A iniciativa pretende afirmar-se como um espaço de diálogo e cooperação entre Portugal e Espanha em torno da gestão e preservação da bacia hidrográfica do Lima, promovendo uma visão partilhada para o futuro e incentivar a cooperação científica, institucional e comunitária entre os dois países.
O programa combina componentes científica, participativa e cultural. No primeiro dia, 29 de maio, estão previstos quatro painéis temáticos dedicados à Ecologia e Qualidade da Água, Clima e Riscos, Governança e Economia do Rio, com intervenções de investigadores e especialistas.
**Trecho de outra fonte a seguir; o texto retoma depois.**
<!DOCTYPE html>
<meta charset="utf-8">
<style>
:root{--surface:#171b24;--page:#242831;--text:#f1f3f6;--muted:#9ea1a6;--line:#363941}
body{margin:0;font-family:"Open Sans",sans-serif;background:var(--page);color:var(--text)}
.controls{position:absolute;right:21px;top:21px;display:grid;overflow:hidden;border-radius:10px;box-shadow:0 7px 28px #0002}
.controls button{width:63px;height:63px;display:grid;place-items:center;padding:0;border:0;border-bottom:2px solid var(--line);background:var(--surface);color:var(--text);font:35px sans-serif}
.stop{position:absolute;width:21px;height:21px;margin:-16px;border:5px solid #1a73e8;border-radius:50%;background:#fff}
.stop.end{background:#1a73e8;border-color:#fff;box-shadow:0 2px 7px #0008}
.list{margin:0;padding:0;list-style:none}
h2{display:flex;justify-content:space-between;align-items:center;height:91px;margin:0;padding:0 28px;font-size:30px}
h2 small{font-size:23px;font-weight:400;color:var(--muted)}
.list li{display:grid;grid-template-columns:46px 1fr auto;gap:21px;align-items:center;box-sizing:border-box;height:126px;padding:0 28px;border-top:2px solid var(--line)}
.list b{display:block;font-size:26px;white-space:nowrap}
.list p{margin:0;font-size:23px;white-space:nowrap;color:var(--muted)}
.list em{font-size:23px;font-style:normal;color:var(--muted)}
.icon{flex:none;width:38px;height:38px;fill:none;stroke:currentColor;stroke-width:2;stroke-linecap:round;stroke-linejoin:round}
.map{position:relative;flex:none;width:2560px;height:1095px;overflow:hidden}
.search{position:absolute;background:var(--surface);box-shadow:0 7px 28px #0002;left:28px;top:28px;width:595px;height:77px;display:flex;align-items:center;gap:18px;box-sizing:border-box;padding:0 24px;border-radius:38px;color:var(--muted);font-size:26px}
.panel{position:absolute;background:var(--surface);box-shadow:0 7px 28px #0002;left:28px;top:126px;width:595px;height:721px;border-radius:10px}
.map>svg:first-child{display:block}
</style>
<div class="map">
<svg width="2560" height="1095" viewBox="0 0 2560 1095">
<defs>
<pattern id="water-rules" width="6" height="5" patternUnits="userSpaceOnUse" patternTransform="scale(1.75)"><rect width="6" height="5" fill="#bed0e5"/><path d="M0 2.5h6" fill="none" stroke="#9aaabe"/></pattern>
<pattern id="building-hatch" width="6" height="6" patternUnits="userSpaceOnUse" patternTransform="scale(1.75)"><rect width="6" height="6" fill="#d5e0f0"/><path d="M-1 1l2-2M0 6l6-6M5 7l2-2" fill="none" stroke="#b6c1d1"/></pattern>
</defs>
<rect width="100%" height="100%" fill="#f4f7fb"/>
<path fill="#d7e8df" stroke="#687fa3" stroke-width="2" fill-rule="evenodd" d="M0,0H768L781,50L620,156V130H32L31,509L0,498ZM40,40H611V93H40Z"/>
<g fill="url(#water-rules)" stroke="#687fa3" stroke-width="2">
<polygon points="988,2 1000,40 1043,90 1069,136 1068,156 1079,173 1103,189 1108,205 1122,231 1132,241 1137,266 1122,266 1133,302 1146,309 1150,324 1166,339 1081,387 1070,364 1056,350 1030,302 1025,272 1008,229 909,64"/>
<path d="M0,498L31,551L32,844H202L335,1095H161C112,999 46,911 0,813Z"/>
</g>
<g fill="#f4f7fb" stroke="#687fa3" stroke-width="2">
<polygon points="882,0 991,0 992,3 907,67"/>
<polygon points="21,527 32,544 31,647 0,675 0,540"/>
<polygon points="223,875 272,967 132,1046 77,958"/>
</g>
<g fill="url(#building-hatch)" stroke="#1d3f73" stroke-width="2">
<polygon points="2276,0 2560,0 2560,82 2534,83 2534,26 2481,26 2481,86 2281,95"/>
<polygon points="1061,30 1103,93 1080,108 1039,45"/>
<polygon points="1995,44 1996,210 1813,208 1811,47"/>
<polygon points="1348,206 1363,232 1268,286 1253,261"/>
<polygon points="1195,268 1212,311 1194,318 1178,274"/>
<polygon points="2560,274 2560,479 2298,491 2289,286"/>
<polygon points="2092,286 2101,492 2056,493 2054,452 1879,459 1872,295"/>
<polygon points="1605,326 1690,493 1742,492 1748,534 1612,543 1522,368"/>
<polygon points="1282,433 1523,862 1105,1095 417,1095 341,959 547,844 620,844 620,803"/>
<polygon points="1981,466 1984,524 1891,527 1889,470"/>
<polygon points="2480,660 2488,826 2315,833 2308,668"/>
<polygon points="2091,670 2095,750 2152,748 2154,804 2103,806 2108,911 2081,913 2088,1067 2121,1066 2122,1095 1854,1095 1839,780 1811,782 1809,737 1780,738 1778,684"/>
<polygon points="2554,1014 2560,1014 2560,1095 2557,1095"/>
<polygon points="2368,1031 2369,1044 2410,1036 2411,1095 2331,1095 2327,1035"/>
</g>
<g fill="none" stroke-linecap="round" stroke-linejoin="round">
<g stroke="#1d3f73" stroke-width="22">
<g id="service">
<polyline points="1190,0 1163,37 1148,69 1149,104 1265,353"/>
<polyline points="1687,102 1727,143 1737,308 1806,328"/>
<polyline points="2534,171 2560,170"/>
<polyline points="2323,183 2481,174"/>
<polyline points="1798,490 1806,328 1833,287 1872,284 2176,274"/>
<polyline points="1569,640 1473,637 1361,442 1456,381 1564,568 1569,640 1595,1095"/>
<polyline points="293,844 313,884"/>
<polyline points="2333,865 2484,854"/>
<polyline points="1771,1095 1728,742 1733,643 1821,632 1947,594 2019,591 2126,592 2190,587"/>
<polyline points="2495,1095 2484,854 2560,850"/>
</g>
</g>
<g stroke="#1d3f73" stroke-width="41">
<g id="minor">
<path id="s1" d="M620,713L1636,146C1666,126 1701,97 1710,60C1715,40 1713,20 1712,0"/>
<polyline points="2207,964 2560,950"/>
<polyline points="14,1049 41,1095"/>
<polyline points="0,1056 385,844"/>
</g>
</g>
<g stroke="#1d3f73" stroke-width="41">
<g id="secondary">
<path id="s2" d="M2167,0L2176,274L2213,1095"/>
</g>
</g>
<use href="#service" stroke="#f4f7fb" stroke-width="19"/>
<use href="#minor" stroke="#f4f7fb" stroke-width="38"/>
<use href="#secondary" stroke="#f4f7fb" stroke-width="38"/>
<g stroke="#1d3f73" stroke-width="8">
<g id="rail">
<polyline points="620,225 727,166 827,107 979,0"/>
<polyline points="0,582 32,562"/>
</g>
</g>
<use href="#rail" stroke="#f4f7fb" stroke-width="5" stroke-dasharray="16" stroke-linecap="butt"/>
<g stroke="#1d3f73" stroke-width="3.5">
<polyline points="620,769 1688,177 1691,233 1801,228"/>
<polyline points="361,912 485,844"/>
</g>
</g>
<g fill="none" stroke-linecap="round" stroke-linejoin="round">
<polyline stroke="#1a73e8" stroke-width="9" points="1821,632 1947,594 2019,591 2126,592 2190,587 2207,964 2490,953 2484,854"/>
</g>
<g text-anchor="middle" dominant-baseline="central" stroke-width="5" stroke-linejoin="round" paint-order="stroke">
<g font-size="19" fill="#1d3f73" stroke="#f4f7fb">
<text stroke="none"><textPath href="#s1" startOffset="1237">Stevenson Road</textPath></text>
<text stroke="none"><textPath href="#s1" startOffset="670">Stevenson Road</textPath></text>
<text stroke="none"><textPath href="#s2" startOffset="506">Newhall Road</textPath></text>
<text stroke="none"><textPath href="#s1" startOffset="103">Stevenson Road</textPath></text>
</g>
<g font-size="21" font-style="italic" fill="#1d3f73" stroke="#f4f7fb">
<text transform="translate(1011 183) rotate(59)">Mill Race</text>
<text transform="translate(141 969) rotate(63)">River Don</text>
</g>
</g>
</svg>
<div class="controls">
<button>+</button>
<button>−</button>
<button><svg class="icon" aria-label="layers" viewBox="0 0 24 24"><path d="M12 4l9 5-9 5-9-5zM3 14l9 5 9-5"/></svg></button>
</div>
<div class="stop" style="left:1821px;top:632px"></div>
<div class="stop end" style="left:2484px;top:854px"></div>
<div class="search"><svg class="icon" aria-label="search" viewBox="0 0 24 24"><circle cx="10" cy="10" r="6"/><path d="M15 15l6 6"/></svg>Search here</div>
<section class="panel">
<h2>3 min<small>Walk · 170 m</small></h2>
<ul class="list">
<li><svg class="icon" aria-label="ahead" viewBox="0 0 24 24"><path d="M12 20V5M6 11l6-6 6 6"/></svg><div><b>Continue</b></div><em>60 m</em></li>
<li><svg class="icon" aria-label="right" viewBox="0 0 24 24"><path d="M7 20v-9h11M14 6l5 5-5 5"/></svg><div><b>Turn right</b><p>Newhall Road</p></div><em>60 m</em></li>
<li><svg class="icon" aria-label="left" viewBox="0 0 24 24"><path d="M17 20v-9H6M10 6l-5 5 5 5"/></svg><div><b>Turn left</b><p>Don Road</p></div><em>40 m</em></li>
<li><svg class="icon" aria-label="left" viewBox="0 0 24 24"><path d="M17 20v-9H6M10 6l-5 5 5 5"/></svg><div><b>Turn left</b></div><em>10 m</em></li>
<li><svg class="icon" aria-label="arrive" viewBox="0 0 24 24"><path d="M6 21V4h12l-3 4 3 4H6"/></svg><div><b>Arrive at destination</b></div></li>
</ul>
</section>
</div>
A jornada termina com uma mesa redonda centrada na definição de um modelo de cooperação para o Lima, reunindo representantes de entidades públicas, associações e empresas de ambos os lados da fronteira.
No dia seguinte, o foco desloca-se para o debate alargado e a participação pública. Estão agendadas mesas redondas sobre governança e cooperação transfronteiriça, desafios ambientais e alterações climáticas, educação e ciência cidadã, e ainda sobre o papel económico do rio em áreas como o turismo de natureza, a agricultura e a conservação.
A programação inclui também a sessão ‘Histórias do Rio’, dedicada à valorização do conhecimento tradicional e da memória coletiva associada ao Lima. Em paralelo, realizam-se workshops práticos sobre temas como amostragem de fauna piscícola, aves e controlo de plantas invasoras, bem como uma oficina criativa que integra desenho, fotografia e outras expressões artísticas.
A participação é gratuita mediante inscrição prévia.
RIO LIMA
O Rio Lima nasce na Galiza, na província de Ourense, e percorre cerca de 108 quilómetros até desaguar no Atlântico, em Viana do Castelo.
Ao longo deste trajeto, atravessa territórios com elevada diversidade ecológica e sustenta atividades económicas e comunidades locais que dependem diretamente da qualidade ambiental do rio.
Apesar desta relevância, a gestão do Lima tem sido, segundo os promotores, marcada pela ausência de uma abordagem integrada entre os dois países, uma lacuna que o congresso procura mitigar.